**Problem details**. Would you copy out only the lines from the one with "Give bounding boxes" to the end of the records, exactly as they stand?

(Dataset entries)
========================================================================

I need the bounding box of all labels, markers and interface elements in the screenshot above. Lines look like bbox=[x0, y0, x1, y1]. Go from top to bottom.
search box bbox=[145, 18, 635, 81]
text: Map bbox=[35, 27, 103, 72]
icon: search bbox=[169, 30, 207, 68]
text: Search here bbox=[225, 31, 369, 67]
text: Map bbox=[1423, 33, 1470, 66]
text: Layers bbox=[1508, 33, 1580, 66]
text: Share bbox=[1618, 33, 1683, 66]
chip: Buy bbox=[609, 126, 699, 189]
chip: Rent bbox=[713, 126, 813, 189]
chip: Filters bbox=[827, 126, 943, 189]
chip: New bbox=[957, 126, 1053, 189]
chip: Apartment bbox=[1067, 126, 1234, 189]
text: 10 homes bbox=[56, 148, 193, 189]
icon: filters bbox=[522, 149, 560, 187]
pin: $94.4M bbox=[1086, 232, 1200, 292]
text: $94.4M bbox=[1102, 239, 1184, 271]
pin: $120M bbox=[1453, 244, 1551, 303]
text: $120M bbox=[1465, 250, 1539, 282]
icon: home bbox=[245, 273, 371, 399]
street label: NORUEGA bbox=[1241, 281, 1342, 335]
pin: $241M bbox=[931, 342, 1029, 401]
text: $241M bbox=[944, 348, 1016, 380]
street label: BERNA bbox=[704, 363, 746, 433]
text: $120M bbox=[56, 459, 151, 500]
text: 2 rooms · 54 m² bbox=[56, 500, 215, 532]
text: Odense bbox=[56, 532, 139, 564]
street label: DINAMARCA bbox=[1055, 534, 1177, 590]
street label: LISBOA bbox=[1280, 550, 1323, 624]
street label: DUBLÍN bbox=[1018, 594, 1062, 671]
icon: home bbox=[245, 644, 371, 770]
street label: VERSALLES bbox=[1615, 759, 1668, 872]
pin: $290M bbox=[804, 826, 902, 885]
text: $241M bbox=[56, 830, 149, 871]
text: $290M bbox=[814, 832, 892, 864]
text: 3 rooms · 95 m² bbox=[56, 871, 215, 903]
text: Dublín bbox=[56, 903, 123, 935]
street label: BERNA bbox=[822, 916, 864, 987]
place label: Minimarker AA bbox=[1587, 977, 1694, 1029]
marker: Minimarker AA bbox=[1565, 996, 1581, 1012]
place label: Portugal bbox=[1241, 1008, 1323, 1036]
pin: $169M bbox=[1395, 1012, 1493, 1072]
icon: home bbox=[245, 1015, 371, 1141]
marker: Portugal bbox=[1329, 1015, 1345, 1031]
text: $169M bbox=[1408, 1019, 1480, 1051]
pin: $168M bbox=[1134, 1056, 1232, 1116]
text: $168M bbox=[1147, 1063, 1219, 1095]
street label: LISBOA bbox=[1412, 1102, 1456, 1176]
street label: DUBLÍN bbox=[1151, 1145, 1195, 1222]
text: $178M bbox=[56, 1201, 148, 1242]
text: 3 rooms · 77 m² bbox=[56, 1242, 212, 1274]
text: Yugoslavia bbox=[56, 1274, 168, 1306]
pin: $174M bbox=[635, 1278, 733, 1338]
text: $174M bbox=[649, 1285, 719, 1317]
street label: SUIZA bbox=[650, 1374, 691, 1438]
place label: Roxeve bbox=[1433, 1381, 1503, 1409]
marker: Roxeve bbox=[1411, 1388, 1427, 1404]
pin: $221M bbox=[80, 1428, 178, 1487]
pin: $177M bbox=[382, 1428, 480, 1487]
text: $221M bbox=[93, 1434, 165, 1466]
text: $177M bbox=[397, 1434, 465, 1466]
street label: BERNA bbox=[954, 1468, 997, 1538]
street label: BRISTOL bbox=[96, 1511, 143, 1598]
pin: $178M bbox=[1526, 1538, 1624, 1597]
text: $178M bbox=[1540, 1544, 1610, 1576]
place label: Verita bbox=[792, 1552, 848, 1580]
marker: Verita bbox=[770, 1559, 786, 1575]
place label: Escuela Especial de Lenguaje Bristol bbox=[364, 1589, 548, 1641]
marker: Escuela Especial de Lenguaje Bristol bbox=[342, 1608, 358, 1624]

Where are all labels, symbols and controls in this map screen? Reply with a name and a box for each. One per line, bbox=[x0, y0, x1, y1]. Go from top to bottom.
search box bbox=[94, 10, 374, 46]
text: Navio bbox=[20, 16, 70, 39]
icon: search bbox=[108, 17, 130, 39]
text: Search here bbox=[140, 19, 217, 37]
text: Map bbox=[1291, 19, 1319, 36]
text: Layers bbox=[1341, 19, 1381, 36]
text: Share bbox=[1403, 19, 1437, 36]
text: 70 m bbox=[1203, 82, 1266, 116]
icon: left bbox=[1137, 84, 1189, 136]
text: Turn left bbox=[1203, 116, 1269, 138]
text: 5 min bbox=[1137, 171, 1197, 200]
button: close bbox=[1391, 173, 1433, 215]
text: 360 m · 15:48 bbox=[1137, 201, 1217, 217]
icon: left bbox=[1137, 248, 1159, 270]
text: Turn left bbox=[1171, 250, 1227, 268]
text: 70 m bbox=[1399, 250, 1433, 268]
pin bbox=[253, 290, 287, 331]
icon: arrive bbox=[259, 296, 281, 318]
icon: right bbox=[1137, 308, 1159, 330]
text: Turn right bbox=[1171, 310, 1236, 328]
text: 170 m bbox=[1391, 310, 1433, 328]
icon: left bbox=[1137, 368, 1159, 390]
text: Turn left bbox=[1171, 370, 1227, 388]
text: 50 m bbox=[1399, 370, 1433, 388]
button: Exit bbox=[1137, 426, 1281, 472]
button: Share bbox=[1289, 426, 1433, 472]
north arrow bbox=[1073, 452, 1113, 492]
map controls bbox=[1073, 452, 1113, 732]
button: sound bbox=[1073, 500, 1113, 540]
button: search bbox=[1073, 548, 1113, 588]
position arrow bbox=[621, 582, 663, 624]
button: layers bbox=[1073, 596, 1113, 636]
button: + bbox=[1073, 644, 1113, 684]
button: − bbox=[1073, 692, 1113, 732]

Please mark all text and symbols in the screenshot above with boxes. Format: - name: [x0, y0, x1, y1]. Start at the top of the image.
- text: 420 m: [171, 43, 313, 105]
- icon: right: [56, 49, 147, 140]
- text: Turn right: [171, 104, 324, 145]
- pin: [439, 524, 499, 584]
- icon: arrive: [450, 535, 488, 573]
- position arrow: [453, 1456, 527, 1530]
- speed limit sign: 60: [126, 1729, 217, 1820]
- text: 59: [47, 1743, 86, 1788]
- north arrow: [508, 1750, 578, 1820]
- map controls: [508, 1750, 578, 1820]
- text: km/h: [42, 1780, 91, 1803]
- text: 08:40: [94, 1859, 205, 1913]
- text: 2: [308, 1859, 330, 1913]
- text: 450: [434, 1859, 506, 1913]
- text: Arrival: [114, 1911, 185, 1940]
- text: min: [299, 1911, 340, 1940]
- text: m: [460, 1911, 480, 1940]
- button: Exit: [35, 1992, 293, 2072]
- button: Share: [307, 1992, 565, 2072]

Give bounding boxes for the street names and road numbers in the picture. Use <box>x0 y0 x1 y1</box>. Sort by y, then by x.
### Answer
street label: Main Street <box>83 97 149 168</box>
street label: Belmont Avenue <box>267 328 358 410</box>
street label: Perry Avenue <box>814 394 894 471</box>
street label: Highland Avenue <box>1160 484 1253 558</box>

========================================================================

**Solution to the problem**.
Give bounding boxes for the street names and road numbers in the picture. Use <box>x0 y0 x1 y1</box>. Sort by y, then by x.
### Answer
street label: Main Street <box>83 97 149 168</box>
street label: Belmont Avenue <box>267 328 358 410</box>
street label: Perry Avenue <box>814 394 894 471</box>
street label: Highland Avenue <box>1160 484 1253 558</box>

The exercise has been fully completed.